DATA FOR REVIEW below:

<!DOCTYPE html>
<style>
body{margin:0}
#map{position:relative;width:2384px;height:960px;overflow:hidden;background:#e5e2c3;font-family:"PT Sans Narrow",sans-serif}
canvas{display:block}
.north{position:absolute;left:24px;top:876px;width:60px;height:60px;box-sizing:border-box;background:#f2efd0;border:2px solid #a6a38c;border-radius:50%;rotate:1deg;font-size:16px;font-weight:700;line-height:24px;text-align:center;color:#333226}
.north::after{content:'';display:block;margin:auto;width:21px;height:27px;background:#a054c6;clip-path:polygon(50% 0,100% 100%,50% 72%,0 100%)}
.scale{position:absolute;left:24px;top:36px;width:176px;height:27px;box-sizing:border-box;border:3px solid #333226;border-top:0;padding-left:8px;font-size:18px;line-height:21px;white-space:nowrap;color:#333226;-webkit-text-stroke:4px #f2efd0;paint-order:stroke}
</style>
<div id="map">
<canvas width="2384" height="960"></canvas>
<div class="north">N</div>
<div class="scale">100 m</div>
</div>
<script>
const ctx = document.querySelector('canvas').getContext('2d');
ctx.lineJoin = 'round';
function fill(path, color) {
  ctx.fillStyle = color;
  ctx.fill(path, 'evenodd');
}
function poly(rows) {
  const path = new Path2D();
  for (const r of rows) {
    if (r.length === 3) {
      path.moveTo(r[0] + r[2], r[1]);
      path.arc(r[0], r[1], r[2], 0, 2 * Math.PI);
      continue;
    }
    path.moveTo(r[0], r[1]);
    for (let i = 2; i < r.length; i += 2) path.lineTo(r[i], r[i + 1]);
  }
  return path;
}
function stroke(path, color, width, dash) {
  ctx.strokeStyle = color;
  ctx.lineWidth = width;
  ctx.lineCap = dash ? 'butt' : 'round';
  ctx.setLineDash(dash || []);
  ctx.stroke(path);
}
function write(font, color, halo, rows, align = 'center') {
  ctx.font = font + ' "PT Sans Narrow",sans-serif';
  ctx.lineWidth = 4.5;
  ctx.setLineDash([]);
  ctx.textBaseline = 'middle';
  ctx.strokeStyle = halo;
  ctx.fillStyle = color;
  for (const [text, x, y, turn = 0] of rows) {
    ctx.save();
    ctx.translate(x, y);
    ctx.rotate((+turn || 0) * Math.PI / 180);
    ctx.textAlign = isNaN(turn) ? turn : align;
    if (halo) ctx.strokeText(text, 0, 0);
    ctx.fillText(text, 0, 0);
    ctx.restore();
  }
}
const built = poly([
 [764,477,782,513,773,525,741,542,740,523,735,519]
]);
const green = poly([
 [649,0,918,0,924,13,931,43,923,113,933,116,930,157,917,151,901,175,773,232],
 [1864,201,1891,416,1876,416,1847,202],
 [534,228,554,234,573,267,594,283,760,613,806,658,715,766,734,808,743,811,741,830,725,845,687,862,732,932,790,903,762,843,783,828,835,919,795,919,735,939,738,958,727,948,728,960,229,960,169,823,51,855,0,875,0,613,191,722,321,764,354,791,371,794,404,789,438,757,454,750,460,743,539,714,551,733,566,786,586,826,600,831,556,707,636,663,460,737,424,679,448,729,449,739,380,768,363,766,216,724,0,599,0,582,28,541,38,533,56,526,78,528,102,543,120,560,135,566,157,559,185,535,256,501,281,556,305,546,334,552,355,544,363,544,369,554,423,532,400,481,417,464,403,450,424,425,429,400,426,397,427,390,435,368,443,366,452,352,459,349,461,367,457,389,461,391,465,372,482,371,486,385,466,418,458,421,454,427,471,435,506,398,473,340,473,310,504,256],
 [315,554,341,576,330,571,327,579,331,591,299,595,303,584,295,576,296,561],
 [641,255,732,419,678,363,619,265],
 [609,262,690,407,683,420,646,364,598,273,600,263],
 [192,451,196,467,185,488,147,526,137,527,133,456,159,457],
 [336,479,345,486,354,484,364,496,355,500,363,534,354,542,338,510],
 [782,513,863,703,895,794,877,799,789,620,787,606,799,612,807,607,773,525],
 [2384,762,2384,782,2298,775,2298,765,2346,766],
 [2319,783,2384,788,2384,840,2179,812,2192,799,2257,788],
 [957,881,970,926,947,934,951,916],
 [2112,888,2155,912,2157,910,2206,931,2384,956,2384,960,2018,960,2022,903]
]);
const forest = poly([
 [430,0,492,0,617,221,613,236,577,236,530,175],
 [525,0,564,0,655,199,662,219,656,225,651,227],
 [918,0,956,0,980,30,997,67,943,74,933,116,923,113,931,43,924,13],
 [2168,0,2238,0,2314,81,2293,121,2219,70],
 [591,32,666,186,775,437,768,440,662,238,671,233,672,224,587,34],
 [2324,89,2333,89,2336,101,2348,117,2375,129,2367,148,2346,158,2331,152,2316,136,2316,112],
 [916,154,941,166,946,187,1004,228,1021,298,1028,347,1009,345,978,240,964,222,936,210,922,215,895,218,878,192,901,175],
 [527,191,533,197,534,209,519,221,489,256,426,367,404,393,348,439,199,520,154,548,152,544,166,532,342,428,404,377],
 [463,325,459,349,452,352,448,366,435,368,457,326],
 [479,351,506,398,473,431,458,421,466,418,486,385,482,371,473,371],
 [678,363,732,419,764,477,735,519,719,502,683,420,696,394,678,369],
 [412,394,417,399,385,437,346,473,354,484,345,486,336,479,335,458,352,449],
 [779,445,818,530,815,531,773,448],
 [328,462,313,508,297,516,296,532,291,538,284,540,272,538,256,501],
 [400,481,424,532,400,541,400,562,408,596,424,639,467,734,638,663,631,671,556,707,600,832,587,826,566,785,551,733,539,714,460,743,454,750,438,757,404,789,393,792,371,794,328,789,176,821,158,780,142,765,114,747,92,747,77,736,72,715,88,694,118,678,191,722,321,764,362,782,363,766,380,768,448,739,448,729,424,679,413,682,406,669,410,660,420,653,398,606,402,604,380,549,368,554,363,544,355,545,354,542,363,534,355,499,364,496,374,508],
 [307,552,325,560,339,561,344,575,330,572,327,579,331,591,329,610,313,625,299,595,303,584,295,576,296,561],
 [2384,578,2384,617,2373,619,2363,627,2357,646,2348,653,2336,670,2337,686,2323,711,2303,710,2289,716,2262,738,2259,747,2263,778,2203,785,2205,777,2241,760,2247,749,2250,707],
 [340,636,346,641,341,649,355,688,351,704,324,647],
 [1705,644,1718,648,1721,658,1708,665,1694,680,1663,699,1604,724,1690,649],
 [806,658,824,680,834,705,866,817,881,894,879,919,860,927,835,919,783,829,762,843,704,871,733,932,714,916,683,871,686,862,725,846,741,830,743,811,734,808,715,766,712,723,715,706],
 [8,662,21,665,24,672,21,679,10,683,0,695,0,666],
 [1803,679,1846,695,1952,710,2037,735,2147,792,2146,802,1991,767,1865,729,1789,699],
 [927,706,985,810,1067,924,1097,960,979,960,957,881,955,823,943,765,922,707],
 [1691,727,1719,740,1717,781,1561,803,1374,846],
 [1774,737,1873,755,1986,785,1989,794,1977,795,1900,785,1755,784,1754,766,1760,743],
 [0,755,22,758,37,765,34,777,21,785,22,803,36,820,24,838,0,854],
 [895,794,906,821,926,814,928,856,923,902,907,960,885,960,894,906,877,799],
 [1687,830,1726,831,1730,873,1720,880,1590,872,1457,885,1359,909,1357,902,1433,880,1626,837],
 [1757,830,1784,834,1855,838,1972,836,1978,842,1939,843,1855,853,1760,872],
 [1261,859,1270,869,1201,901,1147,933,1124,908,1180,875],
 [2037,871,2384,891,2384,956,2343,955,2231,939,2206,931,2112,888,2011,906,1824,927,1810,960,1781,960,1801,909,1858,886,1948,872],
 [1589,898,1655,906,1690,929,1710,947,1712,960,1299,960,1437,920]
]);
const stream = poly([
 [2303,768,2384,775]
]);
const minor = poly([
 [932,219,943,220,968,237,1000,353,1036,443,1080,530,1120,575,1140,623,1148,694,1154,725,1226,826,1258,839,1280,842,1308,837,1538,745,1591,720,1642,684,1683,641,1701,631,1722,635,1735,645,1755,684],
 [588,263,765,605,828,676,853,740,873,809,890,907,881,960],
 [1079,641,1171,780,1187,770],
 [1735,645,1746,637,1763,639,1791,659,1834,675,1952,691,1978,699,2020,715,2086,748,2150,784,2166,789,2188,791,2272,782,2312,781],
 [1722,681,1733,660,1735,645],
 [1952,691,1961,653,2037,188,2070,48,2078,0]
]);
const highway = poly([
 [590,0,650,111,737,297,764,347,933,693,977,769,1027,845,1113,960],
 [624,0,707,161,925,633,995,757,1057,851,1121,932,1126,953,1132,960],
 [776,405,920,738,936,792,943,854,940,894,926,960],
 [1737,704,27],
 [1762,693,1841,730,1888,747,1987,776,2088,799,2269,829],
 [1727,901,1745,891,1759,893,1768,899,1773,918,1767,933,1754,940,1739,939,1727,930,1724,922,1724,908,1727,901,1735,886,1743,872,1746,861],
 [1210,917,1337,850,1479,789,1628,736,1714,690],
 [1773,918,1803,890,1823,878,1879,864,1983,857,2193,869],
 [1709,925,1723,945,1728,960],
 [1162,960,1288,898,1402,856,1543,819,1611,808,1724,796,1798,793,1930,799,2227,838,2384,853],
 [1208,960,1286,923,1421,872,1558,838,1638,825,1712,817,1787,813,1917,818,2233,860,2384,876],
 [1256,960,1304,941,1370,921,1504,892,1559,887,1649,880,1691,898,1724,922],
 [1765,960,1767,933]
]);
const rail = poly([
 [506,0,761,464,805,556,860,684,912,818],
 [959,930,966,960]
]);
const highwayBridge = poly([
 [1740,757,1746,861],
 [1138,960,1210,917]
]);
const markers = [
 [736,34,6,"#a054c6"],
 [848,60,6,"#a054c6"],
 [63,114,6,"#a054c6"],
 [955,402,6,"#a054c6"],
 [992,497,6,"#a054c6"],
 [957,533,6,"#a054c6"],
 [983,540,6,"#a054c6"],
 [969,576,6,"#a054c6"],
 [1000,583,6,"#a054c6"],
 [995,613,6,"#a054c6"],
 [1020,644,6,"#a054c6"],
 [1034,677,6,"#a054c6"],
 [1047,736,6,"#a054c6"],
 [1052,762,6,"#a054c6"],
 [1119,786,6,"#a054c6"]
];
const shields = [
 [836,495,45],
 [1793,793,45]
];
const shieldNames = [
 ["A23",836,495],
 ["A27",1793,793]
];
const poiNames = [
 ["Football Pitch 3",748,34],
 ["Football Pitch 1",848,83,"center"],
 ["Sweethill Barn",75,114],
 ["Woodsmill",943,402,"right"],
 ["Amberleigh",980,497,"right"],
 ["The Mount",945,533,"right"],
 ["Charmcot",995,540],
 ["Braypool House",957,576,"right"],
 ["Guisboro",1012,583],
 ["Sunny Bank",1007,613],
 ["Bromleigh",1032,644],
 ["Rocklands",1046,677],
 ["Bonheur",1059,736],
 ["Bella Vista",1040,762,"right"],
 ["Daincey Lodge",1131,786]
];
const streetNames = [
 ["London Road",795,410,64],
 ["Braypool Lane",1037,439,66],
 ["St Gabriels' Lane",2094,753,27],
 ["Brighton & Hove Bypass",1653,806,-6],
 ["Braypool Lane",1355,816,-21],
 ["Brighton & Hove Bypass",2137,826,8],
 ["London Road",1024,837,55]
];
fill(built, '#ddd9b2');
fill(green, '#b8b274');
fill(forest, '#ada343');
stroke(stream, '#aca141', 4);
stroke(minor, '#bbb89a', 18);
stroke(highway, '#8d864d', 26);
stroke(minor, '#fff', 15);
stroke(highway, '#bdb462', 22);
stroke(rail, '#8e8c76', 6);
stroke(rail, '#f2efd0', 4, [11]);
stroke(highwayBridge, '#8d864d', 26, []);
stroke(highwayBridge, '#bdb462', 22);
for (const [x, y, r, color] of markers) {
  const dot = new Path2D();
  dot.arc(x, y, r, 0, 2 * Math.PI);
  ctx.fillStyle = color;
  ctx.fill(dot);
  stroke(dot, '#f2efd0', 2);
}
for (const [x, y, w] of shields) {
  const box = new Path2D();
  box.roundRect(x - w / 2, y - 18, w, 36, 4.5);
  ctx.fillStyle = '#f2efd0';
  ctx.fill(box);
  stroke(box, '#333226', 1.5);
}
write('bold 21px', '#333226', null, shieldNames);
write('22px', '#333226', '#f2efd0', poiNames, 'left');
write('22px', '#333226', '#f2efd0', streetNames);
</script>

End of DATA FOR REVIEW.

- WHAT IS NEEDED
Transcribe the entries above word for word, from the first line through the line containing "ctx.strokeStyle = halo;", and nothing else.

- TASK RESPONSE
<!DOCTYPE html>
<style>
body{margin:0}
#map{position:relative;width:2384px;height:960px;overflow:hidden;background:#e5e2c3;font-family:"PT Sans Narrow",sans-serif}
canvas{display:block}
.north{position:absolute;left:24px;top:876px;width:60px;height:60px;box-sizing:border-box;background:#f2efd0;border:2px solid #a6a38c;border-radius:50%;rotate:1deg;font-size:16px;font-weight:700;line-height:24px;text-align:center;color:#333226}
.north::after{content:'';display:block;margin:auto;width:21px;height:27px;background:#a054c6;clip-path:polygon(50% 0,100% 100%,50% 72%,0 100%)}
.scale{position:absolute;left:24px;top:36px;width:176px;height:27px;box-sizing:border-box;border:3px solid #333226;border-top:0;padding-left:8px;font-size:18px;line-height:21px;white-space:nowrap;color:#333226;-webkit-text-stroke:4px #f2efd0;paint-order:stroke}
</style>
<div id="map">
<canvas width="2384" height="960"></canvas>
<div class="north">N</div>
<div class="scale">100 m</div>
</div>
<script>
const ctx = document.querySelector('canvas').getContext('2d');
ctx.lineJoin = 'round';
function fill(path, color) {
  ctx.fillStyle = color;
  ctx.fill(path, 'evenodd');
}
function poly(rows) {
  const path = new Path2D();
  for (const r of rows) {
    if (r.length === 3) {
      path.moveTo(r[0] + r[2], r[1]);
      path.arc(r[0], r[1], r[2], 0, 2 * Math.PI);
      continue;
    }
    path.moveTo(r[0], r[1]);
    for (let i = 2; i < r.length; i += 2) path.lineTo(r[i], r[i + 1]);
  }
  return path;
}
function stroke(path, color, width, dash) {
  ctx.strokeStyle = color;
  ctx.lineWidth = width;
  ctx.lineCap = dash ? 'butt' : 'round';
  ctx.setLineDash(dash || []);
  ctx.stroke(path);
}
function write(font, color, halo, rows, align = 'center') {
  ctx.font = font + ' "PT Sans Narrow",sans-serif';
  ctx.lineWidth = 4.5;
  ctx.setLineDash([]);
  ctx.textBaseline = 'middle';
  ctx.strokeStyle = halo;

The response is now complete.